Um dia todos nós estaremos mortos: sua mãe; seu pai; seus avós; seus irmãos; e você. É estranho pensar, não?

A morte é algo que assusta muitas pessoas. Talvez uma maneira de lidar com isso é acreditar no pós morte. A ideia de ver seus entes queridos novamente parece esplêndida. E isso assusta, não?

Algumas vezes o peso de seu corpo parece muito para suportar, então você se deita e pensa: "Por que eu ainda existo? Pessoas melhores poderiam estar em meu lugar" e então você chora. E nem sabe o motivo.

Há algumas semanas, a sombra da morte era algo distante, mas de alguma forma, sempre se esgueirava por perto.

São poucos os livermonianos que sabem da morte de Louise no momento. A notícia se espalhará em poucos dias.

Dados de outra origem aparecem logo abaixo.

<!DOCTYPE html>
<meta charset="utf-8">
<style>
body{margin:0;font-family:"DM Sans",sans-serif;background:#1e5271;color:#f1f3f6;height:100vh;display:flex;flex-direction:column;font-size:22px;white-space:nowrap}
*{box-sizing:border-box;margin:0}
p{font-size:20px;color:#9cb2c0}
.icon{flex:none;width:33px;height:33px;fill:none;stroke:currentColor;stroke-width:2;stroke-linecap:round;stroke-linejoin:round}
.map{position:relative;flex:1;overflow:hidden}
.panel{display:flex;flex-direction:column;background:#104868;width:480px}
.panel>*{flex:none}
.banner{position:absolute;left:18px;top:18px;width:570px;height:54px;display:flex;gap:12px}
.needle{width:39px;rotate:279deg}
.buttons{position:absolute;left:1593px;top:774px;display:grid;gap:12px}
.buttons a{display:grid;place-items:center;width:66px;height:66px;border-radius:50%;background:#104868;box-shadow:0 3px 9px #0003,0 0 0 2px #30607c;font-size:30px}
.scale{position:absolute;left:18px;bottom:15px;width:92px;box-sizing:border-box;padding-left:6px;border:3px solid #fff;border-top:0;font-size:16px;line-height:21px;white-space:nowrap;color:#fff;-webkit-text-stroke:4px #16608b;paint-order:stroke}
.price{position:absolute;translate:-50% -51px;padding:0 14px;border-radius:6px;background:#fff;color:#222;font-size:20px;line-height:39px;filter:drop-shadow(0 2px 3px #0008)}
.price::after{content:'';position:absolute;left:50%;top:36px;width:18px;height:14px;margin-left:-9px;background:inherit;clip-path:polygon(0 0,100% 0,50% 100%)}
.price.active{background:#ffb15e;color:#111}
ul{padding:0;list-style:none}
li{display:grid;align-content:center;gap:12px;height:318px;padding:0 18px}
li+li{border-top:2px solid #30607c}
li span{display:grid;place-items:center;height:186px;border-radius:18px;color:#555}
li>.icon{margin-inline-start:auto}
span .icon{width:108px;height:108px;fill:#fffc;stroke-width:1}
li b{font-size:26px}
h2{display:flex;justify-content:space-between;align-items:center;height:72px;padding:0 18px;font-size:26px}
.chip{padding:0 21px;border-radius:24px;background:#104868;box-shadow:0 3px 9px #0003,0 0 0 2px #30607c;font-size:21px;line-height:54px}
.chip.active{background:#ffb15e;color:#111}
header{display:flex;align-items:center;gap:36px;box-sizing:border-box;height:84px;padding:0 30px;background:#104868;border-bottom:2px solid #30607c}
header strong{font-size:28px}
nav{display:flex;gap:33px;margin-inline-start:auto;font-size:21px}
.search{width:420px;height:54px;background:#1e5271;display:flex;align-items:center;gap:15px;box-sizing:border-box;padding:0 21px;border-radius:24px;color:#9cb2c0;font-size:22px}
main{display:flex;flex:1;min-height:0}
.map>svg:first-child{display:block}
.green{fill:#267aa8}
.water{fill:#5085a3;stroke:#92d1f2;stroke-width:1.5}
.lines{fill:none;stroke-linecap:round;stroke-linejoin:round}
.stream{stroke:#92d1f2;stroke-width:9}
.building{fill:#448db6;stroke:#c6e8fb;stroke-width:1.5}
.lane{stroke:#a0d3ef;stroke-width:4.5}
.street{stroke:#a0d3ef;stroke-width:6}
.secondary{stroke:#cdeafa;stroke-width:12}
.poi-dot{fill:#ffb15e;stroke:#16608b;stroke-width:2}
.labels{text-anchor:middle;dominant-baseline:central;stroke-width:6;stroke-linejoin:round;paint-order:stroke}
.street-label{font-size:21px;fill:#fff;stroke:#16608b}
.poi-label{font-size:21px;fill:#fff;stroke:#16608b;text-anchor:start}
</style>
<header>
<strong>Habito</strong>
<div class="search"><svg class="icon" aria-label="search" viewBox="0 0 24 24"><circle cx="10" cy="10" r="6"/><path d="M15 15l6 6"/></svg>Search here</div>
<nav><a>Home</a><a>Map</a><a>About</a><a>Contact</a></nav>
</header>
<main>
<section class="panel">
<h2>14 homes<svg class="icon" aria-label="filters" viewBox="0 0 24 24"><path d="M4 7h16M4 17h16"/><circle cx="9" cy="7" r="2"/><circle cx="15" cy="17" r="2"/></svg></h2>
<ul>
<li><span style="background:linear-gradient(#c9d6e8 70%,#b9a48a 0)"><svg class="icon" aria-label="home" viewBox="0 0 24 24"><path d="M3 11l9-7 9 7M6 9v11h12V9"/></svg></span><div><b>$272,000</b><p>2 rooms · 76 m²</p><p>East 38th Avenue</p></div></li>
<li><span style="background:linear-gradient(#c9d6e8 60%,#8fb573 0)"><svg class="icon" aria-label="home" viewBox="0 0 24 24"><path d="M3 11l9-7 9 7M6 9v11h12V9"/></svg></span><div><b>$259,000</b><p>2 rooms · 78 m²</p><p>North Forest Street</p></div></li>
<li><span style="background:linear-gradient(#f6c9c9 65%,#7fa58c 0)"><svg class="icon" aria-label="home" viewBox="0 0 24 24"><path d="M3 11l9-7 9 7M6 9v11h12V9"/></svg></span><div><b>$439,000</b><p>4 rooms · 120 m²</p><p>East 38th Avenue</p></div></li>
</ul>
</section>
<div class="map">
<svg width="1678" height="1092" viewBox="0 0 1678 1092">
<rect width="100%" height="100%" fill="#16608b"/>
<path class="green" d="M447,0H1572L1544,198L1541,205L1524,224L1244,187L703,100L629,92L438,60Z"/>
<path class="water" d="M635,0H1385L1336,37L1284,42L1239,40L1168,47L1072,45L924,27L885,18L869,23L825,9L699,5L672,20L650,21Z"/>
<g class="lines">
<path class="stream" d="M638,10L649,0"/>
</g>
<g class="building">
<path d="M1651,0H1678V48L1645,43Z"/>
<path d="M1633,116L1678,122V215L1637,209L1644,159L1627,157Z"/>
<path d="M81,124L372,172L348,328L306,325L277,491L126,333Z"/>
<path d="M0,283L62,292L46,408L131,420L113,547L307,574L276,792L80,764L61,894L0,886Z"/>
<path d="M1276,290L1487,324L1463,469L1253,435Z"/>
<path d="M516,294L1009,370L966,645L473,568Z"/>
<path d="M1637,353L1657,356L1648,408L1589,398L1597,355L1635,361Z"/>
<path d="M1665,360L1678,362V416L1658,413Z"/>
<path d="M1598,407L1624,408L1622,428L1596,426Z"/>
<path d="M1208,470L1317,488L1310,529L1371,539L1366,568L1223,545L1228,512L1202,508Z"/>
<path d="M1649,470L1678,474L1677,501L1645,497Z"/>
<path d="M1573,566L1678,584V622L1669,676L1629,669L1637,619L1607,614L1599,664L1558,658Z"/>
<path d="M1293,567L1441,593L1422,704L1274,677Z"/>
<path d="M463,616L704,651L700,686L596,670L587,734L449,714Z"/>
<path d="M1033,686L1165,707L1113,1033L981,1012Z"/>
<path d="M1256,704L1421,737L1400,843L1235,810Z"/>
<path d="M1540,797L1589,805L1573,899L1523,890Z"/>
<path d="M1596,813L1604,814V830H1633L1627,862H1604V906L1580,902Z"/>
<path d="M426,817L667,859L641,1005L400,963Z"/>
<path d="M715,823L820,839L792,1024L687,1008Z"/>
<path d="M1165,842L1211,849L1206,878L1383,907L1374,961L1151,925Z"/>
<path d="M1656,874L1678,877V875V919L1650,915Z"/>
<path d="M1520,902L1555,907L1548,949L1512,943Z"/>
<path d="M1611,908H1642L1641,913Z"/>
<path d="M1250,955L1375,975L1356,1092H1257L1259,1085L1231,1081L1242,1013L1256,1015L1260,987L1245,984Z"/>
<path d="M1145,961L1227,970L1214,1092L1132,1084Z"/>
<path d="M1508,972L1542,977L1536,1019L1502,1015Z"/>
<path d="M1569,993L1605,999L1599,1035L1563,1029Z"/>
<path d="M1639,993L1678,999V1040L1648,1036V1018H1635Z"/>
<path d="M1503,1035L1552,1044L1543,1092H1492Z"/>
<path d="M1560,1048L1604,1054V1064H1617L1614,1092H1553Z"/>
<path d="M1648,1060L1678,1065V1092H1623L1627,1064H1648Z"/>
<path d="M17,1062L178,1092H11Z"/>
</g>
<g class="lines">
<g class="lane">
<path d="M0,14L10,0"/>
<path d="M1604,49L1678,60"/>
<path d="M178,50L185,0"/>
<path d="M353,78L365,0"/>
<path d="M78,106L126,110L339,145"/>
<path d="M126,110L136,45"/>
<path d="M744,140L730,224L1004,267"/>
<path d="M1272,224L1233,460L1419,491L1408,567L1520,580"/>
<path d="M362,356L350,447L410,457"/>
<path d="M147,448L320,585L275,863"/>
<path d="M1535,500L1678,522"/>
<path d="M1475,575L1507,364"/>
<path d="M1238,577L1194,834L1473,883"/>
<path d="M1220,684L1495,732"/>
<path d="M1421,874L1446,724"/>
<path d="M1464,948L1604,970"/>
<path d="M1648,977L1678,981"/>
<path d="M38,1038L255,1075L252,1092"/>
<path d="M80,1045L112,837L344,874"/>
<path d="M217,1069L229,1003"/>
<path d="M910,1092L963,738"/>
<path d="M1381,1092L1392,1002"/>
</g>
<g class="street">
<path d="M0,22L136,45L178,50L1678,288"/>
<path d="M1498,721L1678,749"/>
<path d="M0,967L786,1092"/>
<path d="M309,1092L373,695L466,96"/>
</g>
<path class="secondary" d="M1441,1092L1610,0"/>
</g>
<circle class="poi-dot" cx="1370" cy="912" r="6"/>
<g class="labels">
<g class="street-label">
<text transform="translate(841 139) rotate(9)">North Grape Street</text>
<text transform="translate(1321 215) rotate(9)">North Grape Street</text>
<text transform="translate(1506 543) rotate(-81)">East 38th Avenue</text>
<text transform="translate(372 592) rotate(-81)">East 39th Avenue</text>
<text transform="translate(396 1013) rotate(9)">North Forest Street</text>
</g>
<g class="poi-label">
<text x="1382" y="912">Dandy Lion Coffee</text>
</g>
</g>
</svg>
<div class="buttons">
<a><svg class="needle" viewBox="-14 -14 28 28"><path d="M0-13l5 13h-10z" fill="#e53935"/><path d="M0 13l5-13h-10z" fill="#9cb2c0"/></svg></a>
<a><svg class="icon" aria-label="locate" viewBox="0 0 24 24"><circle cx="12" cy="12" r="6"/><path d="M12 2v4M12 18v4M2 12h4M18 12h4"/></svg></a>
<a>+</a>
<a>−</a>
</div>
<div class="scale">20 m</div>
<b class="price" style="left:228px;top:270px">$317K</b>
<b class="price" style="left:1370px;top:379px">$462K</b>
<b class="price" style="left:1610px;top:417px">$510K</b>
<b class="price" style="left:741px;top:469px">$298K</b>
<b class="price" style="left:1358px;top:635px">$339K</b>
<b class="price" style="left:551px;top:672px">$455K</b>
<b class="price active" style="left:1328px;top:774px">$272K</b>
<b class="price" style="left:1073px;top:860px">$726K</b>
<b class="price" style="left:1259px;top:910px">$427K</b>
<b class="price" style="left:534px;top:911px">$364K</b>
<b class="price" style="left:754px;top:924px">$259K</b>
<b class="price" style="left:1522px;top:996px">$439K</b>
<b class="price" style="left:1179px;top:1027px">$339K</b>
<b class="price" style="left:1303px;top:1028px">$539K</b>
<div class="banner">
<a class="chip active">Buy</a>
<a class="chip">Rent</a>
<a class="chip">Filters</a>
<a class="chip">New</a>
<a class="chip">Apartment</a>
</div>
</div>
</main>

Sinto falta dela como uma criancinha sente falta dos pais no primeiro dia de aula.

Tento mover a droga de uma gota d'água há dias. Como os Vermelhos fazem isso? É infinitamente impossível.

Ultimamente minha cabeça está cheia de parasitas, invasores como costumam chamar. Buracos pretos ao redor dos meus olhos. E eu aceito isso. Porque muita coisa parece não fazer sentido agora.

Não consigo fazer nada. Tudo me lembra Lou e seus olhinhos vermelhos. Os mesmos olhos vermelhos a mataram.

Em Livermoony, só sabemos que estamos no verão quando chove. A primeira chuva é um evento importante.

A água que cai dos céus deveria ser reconfortante, como os livros dizem. Na verdade, o que me traz é uma angústia enorme. E pensamentos como: "E se eu for profana como meu pai?" e "E se a linhagem Livermoony foi arruinada por minha causa?" são frequentes. Vários e vários "se".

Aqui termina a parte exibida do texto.